With ColdFusion Snapshots, variable information is only available in the top stack frame. All other stack frames will appear greyed out, and selecting them will display the message: "There is no content for this section."

Variables in CFCs

As variables are only captured in the CFM, any snapshot generated on an error in a ColdFusion component (CFC) will still only have the variables from the triggering request to a CFM.

For example:

component {
  function example(string var1) {
    foo = "bar";
    WriteOutput( arg );
  }
}

In the following code var1 would be a tracked variable if it was generated in the CFM, but foo would not be tracking in FusionReactor

In order th track variables for every stack frame including within and CFC's you must enable exception support

User Interface

The image above illustrates the Event Snapshot user interface. This specific Event Snapshot was generated due to a second attempt to connect to PostgreSQL. The initial connection attempt triggered an error that was tracked on a transaction.
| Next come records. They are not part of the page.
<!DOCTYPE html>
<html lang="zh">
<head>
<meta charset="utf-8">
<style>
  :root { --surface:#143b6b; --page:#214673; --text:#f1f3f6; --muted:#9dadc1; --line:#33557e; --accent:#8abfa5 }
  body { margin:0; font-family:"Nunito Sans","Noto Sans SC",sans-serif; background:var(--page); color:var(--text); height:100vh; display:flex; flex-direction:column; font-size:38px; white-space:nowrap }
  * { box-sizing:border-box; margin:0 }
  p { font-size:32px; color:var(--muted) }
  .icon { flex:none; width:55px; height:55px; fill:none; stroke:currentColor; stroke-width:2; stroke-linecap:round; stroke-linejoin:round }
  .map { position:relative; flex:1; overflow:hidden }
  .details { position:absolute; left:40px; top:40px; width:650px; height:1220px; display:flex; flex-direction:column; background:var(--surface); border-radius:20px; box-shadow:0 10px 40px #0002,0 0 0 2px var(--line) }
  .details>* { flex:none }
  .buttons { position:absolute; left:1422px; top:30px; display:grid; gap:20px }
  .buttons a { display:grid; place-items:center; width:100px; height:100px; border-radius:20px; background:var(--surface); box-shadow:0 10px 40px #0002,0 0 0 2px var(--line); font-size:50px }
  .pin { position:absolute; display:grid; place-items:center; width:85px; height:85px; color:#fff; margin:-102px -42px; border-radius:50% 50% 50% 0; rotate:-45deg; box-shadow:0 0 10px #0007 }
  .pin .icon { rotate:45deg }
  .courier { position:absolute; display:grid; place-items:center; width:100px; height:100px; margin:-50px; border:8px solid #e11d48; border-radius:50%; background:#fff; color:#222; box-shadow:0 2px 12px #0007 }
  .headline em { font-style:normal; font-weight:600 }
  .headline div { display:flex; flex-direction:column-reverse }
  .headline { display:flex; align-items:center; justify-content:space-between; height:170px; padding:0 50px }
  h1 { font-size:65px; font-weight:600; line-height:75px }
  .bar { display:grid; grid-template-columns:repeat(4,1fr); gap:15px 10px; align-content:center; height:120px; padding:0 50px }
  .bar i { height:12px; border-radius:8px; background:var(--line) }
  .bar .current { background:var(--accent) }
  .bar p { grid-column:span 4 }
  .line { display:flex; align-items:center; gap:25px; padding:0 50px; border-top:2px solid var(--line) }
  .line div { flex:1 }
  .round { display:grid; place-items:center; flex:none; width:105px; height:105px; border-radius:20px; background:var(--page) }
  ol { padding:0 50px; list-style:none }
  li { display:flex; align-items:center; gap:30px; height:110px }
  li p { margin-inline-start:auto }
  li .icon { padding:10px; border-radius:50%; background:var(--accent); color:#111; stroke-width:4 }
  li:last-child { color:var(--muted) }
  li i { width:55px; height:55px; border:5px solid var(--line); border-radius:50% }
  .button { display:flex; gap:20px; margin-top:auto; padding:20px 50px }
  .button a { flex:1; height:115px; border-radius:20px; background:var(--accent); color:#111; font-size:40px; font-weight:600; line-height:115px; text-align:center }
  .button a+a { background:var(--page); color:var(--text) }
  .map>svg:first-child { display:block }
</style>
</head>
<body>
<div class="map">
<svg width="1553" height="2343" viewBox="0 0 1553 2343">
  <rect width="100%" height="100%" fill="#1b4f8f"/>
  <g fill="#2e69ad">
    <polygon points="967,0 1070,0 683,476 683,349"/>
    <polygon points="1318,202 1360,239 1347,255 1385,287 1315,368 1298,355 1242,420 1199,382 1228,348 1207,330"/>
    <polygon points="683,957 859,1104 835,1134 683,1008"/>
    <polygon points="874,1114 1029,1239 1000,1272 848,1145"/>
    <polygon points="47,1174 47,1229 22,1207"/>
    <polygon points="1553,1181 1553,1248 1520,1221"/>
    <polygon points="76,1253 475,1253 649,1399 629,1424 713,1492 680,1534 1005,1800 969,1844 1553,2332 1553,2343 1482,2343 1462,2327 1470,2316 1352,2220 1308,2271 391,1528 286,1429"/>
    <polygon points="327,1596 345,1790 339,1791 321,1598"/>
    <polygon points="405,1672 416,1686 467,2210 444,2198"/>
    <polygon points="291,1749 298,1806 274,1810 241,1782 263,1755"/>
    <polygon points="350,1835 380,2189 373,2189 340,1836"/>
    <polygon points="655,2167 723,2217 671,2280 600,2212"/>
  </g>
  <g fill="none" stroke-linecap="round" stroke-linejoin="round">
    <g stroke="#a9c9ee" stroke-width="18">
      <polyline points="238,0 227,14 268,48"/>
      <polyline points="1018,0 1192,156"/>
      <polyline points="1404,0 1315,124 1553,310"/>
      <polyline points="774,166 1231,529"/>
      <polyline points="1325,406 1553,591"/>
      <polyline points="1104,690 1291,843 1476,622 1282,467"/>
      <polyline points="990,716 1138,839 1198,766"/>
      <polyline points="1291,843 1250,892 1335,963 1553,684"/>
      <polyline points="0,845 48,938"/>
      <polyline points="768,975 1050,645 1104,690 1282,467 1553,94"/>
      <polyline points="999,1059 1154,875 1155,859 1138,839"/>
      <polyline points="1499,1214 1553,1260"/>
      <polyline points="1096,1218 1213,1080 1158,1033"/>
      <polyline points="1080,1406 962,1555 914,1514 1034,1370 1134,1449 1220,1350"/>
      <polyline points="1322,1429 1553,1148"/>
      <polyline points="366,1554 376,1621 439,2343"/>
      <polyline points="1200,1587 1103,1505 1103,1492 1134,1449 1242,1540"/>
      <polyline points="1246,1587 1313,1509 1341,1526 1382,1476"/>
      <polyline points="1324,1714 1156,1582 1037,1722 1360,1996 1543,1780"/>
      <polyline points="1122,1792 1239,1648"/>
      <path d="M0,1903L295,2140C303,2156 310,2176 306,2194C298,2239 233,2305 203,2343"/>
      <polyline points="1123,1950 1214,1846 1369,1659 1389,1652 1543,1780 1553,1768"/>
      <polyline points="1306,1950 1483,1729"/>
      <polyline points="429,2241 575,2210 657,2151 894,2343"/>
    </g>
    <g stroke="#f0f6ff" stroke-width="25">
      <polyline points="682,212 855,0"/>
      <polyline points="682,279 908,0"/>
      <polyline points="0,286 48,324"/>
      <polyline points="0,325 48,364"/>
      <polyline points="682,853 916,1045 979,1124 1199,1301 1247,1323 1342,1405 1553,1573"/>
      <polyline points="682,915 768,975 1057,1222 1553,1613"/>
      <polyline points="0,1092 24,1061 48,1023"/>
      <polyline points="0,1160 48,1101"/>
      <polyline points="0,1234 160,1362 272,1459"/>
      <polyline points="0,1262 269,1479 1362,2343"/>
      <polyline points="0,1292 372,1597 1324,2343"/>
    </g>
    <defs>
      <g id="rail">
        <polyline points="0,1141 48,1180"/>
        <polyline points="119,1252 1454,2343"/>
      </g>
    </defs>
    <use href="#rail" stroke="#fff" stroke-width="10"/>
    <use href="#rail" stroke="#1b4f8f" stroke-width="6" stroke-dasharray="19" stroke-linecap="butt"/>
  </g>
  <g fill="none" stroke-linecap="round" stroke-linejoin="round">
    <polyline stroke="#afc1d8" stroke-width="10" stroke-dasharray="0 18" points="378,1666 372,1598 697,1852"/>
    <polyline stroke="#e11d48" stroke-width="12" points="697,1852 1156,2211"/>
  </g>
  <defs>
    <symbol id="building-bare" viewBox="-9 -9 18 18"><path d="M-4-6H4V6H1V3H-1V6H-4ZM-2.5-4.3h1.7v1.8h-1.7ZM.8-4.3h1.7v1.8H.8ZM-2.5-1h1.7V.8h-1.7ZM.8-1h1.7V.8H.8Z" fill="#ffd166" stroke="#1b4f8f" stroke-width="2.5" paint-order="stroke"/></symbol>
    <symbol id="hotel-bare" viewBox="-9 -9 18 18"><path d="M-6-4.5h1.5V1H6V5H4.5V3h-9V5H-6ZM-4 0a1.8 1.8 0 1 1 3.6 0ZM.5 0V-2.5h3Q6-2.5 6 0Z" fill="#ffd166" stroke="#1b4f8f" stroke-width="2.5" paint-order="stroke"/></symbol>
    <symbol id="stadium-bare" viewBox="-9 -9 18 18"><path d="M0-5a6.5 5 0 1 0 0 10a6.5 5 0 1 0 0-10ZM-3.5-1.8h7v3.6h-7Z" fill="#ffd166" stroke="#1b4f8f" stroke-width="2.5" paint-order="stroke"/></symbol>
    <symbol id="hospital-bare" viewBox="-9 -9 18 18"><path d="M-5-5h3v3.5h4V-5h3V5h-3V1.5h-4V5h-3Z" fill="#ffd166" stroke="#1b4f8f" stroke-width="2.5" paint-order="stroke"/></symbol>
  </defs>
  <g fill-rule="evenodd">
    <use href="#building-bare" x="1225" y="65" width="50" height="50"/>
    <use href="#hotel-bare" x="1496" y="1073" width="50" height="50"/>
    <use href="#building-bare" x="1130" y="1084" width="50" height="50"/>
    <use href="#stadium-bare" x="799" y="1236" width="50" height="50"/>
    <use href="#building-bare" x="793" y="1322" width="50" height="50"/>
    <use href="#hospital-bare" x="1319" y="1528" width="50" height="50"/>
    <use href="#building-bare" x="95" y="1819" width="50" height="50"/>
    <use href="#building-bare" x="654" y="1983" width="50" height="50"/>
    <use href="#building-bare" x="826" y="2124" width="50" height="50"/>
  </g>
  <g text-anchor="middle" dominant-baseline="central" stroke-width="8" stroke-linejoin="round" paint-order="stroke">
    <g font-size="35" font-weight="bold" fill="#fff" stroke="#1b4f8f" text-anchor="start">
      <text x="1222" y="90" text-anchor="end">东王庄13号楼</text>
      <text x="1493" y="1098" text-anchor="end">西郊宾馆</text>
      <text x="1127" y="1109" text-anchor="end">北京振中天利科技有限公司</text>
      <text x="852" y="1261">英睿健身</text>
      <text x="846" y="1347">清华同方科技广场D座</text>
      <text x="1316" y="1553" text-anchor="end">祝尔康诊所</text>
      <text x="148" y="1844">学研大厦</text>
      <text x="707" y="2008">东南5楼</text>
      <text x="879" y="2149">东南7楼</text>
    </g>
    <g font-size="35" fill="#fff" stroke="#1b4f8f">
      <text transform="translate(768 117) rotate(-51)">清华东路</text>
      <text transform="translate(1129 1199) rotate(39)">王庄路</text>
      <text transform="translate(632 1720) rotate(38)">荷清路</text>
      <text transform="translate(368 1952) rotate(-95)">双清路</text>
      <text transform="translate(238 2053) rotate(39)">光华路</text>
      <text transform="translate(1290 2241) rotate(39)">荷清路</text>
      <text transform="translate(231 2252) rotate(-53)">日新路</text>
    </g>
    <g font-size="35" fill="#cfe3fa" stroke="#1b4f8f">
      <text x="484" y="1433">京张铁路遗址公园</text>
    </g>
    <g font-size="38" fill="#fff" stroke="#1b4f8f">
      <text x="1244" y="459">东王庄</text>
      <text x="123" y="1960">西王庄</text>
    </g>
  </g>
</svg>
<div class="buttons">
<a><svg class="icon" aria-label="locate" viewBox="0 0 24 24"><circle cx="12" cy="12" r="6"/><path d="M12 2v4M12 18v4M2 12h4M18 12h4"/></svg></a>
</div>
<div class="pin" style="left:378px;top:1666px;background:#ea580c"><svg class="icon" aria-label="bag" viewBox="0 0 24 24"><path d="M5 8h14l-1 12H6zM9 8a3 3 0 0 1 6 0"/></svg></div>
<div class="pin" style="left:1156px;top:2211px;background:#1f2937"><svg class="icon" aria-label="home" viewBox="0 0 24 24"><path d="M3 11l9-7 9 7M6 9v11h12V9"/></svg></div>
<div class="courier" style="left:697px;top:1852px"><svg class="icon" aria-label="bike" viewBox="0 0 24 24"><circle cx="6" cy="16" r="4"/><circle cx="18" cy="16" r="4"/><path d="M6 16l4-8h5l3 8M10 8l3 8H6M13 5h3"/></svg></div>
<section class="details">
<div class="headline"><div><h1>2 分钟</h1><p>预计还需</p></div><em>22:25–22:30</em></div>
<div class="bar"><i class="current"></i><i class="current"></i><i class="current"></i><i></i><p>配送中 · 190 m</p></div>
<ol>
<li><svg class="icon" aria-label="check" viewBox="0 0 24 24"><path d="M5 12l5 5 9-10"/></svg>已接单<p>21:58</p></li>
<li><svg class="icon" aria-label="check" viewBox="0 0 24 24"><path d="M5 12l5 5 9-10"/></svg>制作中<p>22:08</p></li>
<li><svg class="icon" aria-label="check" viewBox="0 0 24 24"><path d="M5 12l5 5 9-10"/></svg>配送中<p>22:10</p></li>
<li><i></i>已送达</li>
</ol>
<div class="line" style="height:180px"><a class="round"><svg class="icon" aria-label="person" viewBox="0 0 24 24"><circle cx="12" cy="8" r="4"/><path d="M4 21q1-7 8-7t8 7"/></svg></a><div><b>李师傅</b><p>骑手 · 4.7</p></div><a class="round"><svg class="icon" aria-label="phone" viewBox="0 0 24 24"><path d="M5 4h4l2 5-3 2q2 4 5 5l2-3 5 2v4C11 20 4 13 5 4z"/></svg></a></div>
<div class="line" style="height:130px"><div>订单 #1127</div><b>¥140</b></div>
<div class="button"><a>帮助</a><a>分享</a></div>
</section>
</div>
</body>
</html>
Subsequently, the second connection attempt resulted in an exception being thrown, which then triggered the Event Snapshot generation at the moment the exception occurred.

The Event Snapshot UI bears a strong resemblance to the Interactive Debugger UI.

The top section of the UI provides context, indicating the event that caused the snapshot generation and the reason. In this example, the trigger was an exception being thrown.

The lower section mirrors the Interactive Debugger, displaying the source code, stack trace frames, and any captured variables.